**TASK GOAL**
The answer must be a single number: how many lines in the records below contain the word "JSON".

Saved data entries
== == ==

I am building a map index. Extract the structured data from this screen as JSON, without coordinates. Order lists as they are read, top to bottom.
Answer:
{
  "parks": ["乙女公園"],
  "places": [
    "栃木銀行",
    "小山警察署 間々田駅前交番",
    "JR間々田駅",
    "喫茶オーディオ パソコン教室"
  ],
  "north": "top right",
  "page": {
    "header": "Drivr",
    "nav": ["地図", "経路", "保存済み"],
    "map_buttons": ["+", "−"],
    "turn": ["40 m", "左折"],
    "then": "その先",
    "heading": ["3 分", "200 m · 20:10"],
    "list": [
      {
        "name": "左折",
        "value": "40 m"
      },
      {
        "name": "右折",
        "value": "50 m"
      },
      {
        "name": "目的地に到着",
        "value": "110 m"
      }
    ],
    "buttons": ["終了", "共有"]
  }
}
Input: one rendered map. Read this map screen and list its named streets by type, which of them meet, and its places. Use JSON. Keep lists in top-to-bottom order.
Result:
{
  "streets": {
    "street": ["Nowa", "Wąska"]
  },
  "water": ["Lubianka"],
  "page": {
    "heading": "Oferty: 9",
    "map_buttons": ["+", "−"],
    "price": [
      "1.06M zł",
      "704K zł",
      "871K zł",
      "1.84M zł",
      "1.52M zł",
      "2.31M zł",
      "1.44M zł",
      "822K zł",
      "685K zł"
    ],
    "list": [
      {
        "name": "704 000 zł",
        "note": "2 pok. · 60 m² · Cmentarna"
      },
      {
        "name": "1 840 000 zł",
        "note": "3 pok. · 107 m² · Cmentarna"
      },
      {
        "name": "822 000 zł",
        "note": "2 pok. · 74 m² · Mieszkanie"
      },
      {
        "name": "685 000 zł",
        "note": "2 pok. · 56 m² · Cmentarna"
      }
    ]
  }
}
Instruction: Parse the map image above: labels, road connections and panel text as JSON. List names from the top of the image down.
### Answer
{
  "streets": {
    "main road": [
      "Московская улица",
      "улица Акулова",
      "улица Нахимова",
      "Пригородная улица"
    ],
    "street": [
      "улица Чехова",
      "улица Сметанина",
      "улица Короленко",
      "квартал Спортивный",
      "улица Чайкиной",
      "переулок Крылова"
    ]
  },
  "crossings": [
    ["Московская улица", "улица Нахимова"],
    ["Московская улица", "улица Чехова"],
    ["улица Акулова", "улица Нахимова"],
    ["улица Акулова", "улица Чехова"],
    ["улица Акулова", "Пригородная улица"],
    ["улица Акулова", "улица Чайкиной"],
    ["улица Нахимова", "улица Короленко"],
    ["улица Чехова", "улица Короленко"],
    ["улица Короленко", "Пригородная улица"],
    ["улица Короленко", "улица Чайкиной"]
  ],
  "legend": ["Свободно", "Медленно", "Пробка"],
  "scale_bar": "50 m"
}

== == ==

**TASK RESPONSE**
3